Pontos fracos conhecidos
Problemas Crônicos do Triumph Bonneville Bobber 1200cc
Suspensão traseira sem ajuste de compressão/rebound de fábrica — reclamação recorrente em fóruns
AtençãoO mono-shock KYB do Bobber/Speedmaster só tem ajuste de pré-carga — sem compressão ou rebound reguláveis, ao contrário de motos com suspensão mais sofisticada. Em pilotos mais pesados ou uso com carona frequente, o amortecimento pode ficar aquém do ideal mesmo com a pré-carga no máximo. A solução mais comum na comunidade é o upgrade para kit Fox Performance (oficial Triumph, plug-and-play) ou Öhlins/Matris — custo de R$ 3.000–6.000 dependendo da marca.
Mesma questão de embreagem e cabo do T120: porca serrilhada solta com a vibração
AtençãoPor compartilhar o motor 1200 HT com a linha T120, o Bobber e a Speedmaster têm o mesmo ponto de atenção na regulagem da embreagem: a porca serrilhada do cabo pode afrouxar com a vibração do motor 270°, alterando o ponto de acionamento até a embreagem escorregar. Verifique o aperto a cada 5.000 km, principalmente antes de viagens longas.
Corrosão em peças cromadas do Bobber Chrome/Speedmaster — inspecionar a cada 3 meses
GraveEm climas úmidos ou litorâneos, pontos de corrosão sob o cromo aparecem tipicamente entre 12 e 24 meses de uso sem manutenção preventiva. As áreas mais críticas são a base do escapamento (exposta a calor + umidade) e parafusaria da suspensão dianteira. Inspecione visualmente a cada 3 meses procurando bolhas ou manchas amarronzadas sob o cromo — sinal de que a corrosão já começou por baixo e vai piorar mesmo com polimento externo.

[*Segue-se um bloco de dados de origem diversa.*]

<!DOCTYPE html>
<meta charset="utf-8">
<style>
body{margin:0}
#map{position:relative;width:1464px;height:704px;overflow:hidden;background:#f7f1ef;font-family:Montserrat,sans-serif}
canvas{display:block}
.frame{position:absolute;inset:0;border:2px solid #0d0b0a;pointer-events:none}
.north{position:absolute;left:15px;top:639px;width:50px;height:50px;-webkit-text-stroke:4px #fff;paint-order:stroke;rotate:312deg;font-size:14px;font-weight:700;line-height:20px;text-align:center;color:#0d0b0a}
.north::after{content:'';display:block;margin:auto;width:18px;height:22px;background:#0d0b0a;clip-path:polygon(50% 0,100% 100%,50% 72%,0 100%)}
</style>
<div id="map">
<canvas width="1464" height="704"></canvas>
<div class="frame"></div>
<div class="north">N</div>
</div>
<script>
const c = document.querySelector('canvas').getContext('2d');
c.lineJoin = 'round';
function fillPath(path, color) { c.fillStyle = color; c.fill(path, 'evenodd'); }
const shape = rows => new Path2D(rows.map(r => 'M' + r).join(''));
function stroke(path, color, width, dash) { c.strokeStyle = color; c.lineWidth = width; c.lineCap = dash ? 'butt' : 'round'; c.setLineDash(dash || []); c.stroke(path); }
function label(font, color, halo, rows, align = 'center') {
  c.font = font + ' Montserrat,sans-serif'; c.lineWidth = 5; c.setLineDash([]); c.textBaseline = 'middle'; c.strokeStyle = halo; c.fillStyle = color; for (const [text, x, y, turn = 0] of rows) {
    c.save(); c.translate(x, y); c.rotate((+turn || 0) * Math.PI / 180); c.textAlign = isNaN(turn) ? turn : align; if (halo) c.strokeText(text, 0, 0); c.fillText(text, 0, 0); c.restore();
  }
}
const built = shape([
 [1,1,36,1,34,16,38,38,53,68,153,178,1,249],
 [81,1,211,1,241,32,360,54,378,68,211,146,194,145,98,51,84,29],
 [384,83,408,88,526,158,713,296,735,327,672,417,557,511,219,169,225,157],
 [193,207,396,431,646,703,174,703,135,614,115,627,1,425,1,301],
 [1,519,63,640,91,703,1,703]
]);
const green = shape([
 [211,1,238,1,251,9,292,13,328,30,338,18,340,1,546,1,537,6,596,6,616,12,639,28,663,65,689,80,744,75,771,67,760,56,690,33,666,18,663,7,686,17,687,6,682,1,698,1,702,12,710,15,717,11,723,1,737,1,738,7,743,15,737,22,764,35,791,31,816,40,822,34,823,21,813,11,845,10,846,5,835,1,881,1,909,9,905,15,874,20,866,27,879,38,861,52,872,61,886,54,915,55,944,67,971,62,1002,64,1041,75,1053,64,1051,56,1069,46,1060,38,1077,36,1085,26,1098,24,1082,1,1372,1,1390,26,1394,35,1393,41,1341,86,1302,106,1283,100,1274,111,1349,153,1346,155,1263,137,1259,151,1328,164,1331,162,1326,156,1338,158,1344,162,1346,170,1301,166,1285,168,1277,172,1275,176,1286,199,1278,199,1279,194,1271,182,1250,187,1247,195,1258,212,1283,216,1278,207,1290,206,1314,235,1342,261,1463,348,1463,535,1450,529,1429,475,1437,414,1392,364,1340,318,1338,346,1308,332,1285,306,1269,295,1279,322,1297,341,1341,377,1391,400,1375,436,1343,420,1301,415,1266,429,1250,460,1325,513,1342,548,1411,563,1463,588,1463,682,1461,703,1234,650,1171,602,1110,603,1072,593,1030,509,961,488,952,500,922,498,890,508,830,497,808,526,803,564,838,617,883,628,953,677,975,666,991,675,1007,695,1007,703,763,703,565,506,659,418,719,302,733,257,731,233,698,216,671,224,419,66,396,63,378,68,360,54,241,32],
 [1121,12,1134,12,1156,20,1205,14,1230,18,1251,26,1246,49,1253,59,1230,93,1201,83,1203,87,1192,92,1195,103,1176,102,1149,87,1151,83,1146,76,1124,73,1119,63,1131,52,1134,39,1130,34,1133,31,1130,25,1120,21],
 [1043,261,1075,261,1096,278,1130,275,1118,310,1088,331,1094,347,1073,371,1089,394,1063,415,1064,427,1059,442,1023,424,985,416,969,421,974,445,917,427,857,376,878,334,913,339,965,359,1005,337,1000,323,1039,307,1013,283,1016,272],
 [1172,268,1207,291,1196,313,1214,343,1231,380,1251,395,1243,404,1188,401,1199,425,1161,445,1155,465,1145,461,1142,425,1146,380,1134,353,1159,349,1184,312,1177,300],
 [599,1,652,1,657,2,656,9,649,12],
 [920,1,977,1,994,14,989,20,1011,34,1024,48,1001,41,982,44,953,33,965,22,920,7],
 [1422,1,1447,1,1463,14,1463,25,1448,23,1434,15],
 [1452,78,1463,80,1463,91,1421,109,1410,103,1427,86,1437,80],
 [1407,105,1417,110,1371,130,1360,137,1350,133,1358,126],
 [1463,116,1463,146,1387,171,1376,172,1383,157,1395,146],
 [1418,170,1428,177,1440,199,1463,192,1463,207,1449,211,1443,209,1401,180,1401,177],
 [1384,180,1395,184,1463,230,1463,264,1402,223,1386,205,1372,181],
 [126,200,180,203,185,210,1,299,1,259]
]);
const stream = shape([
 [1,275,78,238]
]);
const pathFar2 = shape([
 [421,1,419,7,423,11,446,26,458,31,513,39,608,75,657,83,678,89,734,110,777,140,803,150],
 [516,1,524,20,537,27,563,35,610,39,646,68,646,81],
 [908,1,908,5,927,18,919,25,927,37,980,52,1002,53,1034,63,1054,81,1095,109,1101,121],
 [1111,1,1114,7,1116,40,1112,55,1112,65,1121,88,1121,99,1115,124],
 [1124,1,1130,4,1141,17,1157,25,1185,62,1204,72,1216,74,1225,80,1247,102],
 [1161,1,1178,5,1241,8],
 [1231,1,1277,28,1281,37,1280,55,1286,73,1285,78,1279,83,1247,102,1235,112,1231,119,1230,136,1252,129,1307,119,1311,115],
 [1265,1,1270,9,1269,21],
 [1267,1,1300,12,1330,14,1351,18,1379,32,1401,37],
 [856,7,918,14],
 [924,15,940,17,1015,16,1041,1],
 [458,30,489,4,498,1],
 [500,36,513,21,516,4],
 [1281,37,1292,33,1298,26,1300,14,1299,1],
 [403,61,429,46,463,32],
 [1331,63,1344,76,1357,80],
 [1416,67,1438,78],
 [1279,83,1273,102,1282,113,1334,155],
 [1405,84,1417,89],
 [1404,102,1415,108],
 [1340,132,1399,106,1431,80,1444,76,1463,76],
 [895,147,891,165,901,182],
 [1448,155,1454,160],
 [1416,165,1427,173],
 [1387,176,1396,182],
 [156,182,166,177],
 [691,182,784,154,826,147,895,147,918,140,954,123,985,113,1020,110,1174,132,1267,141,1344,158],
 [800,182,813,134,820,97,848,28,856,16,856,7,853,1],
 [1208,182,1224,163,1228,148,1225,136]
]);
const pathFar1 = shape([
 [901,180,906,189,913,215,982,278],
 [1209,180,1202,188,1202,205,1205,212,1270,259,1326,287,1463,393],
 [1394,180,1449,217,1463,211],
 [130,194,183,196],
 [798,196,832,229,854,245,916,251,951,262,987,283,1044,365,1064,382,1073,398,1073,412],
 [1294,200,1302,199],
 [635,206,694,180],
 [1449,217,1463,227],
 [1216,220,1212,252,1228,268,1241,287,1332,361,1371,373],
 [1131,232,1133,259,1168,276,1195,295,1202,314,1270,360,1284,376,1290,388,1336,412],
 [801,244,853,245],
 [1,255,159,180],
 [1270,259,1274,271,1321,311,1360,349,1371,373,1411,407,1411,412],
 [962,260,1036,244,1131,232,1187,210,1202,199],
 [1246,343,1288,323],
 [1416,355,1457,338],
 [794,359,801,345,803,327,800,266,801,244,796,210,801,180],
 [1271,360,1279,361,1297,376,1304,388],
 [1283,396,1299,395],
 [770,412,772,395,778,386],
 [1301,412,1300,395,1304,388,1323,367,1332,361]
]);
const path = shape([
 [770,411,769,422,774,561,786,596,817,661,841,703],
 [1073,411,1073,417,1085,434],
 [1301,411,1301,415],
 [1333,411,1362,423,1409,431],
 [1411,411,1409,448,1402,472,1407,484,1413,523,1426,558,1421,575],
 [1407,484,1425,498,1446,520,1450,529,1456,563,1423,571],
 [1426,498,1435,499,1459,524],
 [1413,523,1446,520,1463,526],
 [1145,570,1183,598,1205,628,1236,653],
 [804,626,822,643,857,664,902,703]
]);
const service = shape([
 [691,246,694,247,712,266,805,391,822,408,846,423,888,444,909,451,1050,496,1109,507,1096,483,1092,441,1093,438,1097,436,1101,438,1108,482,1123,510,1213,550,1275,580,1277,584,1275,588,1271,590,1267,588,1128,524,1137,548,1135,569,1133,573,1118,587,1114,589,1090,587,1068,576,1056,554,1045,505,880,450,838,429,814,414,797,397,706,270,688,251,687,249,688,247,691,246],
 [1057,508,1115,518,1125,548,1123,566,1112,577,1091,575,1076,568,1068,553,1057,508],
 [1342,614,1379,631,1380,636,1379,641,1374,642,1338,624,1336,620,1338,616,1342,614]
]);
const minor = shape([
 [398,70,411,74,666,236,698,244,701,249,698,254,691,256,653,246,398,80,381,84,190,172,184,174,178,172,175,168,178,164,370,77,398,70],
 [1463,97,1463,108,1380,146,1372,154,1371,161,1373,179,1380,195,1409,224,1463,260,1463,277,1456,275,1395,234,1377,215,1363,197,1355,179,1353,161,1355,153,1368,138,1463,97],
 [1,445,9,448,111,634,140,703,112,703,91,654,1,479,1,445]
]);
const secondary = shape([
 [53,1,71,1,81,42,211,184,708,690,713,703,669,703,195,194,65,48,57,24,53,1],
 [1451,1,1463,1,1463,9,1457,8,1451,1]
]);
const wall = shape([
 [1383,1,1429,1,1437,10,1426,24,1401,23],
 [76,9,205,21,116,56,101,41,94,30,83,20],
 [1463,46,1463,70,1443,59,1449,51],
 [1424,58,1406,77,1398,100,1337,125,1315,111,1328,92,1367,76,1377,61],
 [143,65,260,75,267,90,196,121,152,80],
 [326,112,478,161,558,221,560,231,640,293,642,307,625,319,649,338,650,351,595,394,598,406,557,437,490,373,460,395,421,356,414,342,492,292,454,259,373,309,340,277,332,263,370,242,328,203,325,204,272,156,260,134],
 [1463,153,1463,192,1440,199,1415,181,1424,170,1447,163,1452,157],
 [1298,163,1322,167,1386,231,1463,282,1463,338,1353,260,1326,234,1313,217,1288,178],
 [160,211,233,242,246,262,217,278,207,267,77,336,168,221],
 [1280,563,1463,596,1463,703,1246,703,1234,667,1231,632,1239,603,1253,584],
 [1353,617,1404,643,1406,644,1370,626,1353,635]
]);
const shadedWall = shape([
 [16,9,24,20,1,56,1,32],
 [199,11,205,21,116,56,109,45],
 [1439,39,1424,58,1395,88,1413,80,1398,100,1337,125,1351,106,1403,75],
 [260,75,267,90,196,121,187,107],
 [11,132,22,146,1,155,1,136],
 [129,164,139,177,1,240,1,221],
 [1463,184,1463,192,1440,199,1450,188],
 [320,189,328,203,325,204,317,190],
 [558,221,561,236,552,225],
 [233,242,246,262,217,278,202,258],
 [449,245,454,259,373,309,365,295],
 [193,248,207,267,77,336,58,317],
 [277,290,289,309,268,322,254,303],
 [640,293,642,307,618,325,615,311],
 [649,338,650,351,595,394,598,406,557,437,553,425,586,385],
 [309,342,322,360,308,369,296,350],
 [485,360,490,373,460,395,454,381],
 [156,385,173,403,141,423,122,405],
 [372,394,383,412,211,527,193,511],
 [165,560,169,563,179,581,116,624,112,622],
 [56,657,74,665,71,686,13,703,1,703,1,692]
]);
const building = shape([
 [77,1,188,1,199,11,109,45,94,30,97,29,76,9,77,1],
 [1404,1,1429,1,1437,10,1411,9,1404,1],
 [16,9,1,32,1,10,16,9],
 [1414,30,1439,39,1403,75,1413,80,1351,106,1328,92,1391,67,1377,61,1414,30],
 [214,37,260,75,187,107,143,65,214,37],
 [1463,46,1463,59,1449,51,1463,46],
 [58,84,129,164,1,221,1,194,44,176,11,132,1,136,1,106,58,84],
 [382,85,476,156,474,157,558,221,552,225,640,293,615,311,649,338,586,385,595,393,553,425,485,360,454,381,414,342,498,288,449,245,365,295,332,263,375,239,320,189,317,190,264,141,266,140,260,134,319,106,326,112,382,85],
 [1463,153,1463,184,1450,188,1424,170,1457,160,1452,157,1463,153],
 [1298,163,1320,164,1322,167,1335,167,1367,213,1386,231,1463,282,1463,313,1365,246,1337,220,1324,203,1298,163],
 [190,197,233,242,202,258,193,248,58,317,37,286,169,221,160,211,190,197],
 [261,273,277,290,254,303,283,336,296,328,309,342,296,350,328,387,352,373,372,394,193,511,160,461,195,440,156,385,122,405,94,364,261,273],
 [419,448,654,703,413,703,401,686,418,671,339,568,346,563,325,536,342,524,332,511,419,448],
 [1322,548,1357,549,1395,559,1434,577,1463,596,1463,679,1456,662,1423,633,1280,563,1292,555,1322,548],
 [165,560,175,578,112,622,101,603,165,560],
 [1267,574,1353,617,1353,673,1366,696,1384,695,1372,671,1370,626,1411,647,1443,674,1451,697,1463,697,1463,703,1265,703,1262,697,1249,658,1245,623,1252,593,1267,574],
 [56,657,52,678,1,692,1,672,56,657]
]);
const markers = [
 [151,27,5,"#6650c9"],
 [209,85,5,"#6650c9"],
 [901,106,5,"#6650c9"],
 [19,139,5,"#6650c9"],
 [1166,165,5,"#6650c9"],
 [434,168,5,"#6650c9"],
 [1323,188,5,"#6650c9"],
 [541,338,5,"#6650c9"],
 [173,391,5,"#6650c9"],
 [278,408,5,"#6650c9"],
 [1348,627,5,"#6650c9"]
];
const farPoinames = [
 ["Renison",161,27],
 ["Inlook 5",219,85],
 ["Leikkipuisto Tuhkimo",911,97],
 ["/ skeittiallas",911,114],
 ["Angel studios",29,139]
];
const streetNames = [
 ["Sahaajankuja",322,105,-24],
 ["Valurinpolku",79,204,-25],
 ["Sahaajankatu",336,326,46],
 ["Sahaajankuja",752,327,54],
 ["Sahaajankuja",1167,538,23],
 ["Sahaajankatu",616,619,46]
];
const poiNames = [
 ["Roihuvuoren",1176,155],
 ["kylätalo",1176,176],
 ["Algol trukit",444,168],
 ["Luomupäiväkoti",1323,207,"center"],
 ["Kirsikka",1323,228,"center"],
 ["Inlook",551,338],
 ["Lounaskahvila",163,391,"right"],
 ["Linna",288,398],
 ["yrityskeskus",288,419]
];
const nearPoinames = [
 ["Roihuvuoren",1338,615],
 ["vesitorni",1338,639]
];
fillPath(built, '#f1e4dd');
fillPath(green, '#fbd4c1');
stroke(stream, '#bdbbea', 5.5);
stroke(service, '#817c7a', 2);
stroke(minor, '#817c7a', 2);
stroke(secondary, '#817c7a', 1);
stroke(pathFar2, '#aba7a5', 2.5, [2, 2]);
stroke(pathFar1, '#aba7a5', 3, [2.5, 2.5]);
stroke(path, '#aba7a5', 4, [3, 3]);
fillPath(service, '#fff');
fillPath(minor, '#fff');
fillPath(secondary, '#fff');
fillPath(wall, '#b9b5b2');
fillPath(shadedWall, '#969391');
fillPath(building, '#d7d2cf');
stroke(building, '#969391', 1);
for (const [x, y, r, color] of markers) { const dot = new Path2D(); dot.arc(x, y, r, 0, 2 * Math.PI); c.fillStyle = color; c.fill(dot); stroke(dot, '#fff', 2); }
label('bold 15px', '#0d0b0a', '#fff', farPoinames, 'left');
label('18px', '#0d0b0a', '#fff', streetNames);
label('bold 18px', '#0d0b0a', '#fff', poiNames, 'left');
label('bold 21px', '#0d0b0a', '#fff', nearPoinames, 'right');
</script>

Banco solo do Bobber: conforto limitado em viagens longas, poucos ajustes de posição
AtençãoO desenho de banco solo do Bobber (herança do estilo bobber clássico) prioriza estética sobre ergonomia — o acolchoamento é fino e a posição de condução muda pouco. Para uso predominante em viagens longas, muitos donos trocam o banco original por opções com mais espuma (Corbin, Mustang ou seleiros artesanais brasileiros) sem alterar a geometria da moto. A Speedmaster, com banco duplo, tende a ser mais confortável para percursos longos.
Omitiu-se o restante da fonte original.